PROBLEM TO WORK ON
Each line of the listing below that includes "headline" should be reported.
==*==
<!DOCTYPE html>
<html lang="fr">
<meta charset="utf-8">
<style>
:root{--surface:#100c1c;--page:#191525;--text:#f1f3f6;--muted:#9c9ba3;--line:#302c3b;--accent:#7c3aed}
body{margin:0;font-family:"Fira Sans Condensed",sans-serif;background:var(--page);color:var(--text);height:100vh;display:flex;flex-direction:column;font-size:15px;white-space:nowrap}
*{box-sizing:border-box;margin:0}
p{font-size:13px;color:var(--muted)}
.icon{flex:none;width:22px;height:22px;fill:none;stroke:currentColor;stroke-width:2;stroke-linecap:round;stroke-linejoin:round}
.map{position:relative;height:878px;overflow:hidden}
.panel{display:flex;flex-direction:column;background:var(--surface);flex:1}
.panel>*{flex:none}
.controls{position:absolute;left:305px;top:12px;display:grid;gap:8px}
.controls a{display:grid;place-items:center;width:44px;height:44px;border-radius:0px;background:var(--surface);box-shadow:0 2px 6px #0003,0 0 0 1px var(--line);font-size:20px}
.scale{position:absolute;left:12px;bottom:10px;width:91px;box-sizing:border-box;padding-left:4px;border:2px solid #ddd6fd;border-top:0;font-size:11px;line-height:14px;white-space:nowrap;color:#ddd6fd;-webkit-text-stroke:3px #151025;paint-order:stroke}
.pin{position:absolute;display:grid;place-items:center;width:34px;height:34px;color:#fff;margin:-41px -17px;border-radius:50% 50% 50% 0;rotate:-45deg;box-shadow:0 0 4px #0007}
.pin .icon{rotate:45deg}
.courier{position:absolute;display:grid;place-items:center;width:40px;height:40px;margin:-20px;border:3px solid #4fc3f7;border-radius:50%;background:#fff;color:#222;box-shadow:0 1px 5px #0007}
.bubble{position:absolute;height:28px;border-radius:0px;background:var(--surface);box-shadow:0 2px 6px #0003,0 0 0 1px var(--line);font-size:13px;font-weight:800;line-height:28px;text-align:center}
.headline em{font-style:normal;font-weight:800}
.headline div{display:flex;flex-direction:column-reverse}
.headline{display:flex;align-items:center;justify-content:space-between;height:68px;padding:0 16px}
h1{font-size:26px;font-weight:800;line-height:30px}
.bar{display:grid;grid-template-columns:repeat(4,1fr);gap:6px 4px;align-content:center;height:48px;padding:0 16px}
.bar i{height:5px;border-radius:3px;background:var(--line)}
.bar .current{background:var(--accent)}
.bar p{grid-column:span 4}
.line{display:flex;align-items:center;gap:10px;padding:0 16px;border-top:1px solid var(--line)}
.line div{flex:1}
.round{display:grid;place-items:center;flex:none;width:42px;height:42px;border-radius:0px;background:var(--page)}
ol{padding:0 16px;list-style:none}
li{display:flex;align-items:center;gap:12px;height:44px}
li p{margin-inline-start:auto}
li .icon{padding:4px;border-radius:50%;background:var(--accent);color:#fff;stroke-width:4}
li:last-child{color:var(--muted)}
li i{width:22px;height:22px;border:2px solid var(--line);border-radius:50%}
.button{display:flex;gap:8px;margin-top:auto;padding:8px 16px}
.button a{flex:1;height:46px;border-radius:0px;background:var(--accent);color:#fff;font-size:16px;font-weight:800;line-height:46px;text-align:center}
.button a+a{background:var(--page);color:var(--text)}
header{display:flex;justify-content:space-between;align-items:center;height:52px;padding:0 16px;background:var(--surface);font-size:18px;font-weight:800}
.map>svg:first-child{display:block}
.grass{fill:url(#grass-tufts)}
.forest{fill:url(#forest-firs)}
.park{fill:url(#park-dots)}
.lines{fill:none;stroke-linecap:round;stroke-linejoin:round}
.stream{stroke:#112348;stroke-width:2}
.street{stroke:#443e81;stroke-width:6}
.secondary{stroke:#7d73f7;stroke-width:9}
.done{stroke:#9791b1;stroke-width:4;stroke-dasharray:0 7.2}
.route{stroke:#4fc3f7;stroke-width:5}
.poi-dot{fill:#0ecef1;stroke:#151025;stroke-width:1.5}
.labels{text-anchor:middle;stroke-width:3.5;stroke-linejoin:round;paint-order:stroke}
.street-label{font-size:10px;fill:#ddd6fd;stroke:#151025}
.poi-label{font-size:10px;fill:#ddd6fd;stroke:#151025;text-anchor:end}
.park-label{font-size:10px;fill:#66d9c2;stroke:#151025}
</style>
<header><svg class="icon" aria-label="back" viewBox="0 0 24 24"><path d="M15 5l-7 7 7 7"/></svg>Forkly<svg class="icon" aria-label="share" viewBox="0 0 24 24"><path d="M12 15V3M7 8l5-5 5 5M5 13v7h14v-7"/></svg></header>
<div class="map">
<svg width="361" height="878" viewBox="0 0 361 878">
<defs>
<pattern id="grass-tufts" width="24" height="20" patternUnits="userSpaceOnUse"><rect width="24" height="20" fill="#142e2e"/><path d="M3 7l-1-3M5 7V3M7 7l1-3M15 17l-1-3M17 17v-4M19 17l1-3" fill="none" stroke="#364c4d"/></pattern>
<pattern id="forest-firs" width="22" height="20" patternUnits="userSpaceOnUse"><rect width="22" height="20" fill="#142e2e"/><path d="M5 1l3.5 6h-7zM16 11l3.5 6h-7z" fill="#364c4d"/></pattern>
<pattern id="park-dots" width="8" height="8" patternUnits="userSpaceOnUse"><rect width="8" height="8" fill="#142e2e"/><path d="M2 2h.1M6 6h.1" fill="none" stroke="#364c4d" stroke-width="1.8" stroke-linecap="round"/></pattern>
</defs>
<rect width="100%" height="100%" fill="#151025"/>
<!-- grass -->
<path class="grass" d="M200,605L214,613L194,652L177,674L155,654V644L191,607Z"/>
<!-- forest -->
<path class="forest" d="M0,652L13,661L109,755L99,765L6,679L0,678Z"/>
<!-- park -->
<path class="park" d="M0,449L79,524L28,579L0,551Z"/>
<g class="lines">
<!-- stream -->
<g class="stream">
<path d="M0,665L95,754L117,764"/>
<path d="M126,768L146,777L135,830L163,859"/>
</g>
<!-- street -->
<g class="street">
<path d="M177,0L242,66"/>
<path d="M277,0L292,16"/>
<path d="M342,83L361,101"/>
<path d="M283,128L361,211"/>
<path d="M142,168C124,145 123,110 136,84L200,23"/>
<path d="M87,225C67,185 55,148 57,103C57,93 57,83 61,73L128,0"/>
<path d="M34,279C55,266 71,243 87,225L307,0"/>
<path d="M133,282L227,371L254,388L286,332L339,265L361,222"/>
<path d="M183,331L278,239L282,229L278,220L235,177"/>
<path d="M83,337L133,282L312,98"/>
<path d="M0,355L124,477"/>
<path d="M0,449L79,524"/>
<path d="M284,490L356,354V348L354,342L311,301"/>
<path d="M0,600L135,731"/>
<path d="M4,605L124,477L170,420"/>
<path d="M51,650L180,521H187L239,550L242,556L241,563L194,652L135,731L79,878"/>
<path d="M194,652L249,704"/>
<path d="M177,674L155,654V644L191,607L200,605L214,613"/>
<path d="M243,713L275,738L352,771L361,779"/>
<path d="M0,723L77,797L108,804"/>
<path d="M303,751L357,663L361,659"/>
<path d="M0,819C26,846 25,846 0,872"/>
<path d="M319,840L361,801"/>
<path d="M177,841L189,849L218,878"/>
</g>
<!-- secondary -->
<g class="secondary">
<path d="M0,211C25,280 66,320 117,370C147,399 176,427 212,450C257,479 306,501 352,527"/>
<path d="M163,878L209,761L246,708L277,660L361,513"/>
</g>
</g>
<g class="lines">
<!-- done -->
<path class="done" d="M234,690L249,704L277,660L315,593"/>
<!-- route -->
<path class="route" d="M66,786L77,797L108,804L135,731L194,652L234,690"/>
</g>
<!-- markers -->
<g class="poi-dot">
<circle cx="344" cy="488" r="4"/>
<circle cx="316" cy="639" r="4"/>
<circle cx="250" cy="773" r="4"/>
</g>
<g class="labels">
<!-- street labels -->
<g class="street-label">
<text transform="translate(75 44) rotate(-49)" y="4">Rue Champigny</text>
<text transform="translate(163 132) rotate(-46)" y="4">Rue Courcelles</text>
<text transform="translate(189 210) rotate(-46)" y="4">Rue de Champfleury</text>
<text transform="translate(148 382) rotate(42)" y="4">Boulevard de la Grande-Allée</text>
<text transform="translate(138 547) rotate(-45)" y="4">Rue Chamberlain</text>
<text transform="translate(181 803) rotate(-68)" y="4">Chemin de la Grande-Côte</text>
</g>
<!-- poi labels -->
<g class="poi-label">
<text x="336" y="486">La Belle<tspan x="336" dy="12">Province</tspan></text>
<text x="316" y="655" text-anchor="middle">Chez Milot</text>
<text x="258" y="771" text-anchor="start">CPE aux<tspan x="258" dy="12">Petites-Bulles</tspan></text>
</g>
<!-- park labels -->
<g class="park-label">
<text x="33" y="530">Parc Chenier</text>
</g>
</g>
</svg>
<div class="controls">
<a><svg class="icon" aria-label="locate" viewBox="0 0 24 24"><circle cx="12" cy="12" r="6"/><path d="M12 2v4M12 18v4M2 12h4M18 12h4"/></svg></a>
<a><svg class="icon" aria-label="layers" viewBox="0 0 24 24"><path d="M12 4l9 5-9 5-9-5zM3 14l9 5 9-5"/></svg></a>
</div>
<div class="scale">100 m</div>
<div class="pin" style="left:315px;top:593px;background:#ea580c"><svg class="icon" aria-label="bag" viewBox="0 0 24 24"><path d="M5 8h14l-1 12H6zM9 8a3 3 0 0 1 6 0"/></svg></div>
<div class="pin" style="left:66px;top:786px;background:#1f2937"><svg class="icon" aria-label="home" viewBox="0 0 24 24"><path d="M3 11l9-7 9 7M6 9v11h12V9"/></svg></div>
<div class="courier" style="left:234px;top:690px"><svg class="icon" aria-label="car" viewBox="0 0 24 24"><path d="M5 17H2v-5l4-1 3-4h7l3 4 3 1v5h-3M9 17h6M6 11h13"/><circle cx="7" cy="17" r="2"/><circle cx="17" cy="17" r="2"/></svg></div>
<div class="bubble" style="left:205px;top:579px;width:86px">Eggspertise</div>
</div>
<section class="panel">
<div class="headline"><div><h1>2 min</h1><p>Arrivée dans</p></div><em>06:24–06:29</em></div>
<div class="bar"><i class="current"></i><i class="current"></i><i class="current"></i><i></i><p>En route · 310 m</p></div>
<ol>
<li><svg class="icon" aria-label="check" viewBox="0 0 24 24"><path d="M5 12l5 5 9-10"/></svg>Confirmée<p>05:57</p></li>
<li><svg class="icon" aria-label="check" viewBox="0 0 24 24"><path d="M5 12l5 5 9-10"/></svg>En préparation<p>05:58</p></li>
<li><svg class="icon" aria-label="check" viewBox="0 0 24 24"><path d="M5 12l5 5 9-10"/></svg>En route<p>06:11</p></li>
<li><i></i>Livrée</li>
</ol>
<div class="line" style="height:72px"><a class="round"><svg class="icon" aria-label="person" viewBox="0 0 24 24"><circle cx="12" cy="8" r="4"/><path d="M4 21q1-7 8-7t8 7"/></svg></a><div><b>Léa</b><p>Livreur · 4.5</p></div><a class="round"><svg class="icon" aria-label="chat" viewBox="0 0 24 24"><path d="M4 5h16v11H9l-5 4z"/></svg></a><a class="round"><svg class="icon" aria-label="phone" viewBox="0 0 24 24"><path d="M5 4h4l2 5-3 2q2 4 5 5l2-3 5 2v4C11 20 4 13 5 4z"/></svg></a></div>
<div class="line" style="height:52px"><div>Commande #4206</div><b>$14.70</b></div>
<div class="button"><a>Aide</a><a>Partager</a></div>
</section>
==*==
OUTPUT
.headline em{font-style:normal;font-weight:800}
.headline div{display:flex;flex-direction:column-reverse}
.headline{display:flex;align-items:center;justify-content:space-between;height:68px;padding:0 16px}
<div class="headline"><div><h1>2 min</h1><p>Arrivée dans</p></div><em>06:24–06:29</em></div>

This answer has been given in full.